Long-term use of codeine, addiction and dependence

Codeine is in the same opiate family as morphine and heroin. Codeine just happens to be the weakest opiate. Nevertheless, take enough and you will suffer similar side-effects and addiction. However, there is another issue, long term use of codeine usually makes no medical sense and may prevent individuals receiving better treatment or advice on how to manage chronic pain.
PS I am a chronic pain researcher.


Chris, if patients were getting better treatment or advice, then stopping them from taking codeine for a lengthy period might may sense. As things stand, there is no suggestion of any alternative to what are currently over-the-counter medications.

I am also puzzled - you state that you are a chronic pain researcher, but do not appear to delineate between dependence and addiction. Would you care to clarify your comment?

Hi Postulative,

Yes the lack of proper treatment and advice is a major problem. Whether codeine makes up for this is doubtful as it is much less effective when viewed from a long-term perspective (vs short term).
Dependence is the professionally used term for addiction.

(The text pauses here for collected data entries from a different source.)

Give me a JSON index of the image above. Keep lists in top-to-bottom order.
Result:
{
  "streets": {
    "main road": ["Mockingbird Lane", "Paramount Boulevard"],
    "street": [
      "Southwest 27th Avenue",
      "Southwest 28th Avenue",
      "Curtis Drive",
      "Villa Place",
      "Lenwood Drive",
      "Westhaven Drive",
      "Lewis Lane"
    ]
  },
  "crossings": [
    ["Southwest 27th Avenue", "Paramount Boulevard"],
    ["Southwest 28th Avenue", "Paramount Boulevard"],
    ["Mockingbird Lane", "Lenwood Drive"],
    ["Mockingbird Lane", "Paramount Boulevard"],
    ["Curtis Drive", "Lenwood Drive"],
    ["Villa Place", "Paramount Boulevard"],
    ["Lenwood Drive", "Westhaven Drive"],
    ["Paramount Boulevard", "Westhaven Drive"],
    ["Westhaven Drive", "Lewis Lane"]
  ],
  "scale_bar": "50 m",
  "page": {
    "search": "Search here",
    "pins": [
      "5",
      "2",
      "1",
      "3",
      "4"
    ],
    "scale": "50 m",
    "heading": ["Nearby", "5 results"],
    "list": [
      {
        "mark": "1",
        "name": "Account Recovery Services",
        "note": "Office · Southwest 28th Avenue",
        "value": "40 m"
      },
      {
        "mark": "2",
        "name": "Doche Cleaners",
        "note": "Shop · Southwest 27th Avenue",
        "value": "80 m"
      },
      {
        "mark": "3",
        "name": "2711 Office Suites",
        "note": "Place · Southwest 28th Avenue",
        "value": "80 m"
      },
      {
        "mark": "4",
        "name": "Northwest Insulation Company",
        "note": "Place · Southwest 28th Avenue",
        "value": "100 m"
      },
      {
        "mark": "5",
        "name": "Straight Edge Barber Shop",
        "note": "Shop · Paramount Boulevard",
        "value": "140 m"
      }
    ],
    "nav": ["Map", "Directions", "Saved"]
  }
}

Chris, I am very concerned that you, as a chronic pain researcher, do not recognise the difference between addiction and dependence. This speaks very poorly for the general public’s ability to recognise that these are complex issues that cannot be ignored or dealt with by three word slogans or some ‘war’ on drugs.

A very quick check of Google for ‘addiction vs. dependence’ provides a plethora of definitions delineating these terms. Even the leader and chief ringmaster of the disastrous failure referred to as the ‘war’ on drugs recognises this; the US Government’s drugabuse.gov website states that there is difference between the two, and goes on to say (emphasis added for readability):

Addiction—or compulsive drug use despite harmful consequences—is characterized by an inability to stop using a drug; failure to meet work, social, or family obligations; and, sometimes (depending on the drug), tolerance and withdrawal. The latter reflect physical dependence in which the body adapts to the drug, requiring more of it to achieve a certain effect (tolerance) and eliciting drug-specific physical or mental symptoms if drug use is abruptly ceased (withdrawal). Physical dependence can happen with the chronic use of many drugs—including many prescription drugs, even if taken as instructed. Thus, physical dependence in and of itself does not constitute addiction, but it often accompanies addiction. This distinction can be dificult [sic] to discern, particularly with prescribed pain medications, for which the need for increasing dosages can represent tolerance or a worsening underlying problem, as opposed to the beginning of abuse or addiction.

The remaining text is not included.